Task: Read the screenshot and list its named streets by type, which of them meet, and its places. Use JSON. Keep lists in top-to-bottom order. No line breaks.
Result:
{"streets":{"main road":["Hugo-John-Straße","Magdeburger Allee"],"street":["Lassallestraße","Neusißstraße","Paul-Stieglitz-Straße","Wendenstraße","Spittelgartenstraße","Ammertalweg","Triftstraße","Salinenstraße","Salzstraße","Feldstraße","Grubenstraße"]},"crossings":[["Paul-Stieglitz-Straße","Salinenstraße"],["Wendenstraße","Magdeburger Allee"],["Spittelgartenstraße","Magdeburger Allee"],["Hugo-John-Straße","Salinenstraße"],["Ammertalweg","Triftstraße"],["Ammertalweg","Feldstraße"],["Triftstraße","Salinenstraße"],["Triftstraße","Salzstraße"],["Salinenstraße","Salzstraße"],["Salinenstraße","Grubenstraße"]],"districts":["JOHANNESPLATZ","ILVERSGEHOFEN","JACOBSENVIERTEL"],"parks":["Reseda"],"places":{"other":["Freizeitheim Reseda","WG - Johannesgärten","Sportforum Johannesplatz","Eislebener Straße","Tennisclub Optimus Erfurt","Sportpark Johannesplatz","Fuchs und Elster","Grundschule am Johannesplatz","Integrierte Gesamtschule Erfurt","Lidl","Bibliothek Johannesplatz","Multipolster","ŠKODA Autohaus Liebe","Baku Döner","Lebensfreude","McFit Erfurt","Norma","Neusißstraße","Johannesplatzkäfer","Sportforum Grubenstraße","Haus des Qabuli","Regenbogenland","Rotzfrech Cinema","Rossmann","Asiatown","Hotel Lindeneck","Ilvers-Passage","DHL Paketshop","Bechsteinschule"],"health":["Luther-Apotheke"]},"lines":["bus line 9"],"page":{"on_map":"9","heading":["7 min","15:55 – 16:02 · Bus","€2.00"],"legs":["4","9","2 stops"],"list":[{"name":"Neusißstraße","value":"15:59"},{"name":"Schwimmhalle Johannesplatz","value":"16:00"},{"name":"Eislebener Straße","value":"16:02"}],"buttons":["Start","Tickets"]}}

********************

**ASSIGNED TASK**
Using the material above, output each line exactly as it appears.

**ANSWER SECTION**
Task: Read the screenshot and list its named streets by type, which of them meet, and its places. Use JSON. Keep lists in top-to-bottom order. No line breaks.
Result:
{"streets":{"main road":["Hugo-John-Straße","Magdeburger Allee"],"street":["Lassallestraße","Neusißstraße","Paul-Stieglitz-Straße","Wendenstraße","Spittelgartenstraße","Ammertalweg","Triftstraße","Salinenstraße","Salzstraße","Feldstraße","Grubenstraße"]},"crossings":[["Paul-Stieglitz-Straße","Salinenstraße"],["Wendenstraße","Magdeburger Allee"],["Spittelgartenstraße","Magdeburger Allee"],["Hugo-John-Straße","Salinenstraße"],["Ammertalweg","Triftstraße"],["Ammertalweg","Feldstraße"],["Triftstraße","Salinenstraße"],["Triftstraße","Salzstraße"],["Salinenstraße","Salzstraße"],["Salinenstraße","Grubenstraße"]],"districts":["JOHANNESPLATZ","ILVERSGEHOFEN","JACOBSENVIERTEL"],"parks":["Reseda"],"places":{"other":["Freizeitheim Reseda","WG - Johannesgärten","Sportforum Johannesplatz","Eislebener Straße","Tennisclub Optimus Erfurt","Sportpark Johannesplatz","Fuchs und Elster","Grundschule am Johannesplatz","Integrierte Gesamtschule Erfurt","Lidl","Bibliothek Johannesplatz","Multipolster","ŠKODA Autohaus Liebe","Baku Döner","Lebensfreude","McFit Erfurt","Norma","Neusißstraße","Johannesplatzkäfer","Sportforum Grubenstraße","Haus des Qabuli","Regenbogenland","Rotzfrech Cinema","Rossmann","Asiatown","Hotel Lindeneck","Ilvers-Passage","DHL Paketshop","Bechsteinschule"],"health":["Luther-Apotheke"]},"lines":["bus line 9"],"page":{"on_map":"9","heading":["7 min","15:55 – 16:02 · Bus","€2.00"],"legs":["4","9","2 stops"],"list":[{"name":"Neusißstraße","value":"15:59"},{"name":"Schwimmhalle Johannesplatz","value":"16:00"},{"name":"Eislebener Straße","value":"16:02"}],"buttons":["Start","Tickets"]}}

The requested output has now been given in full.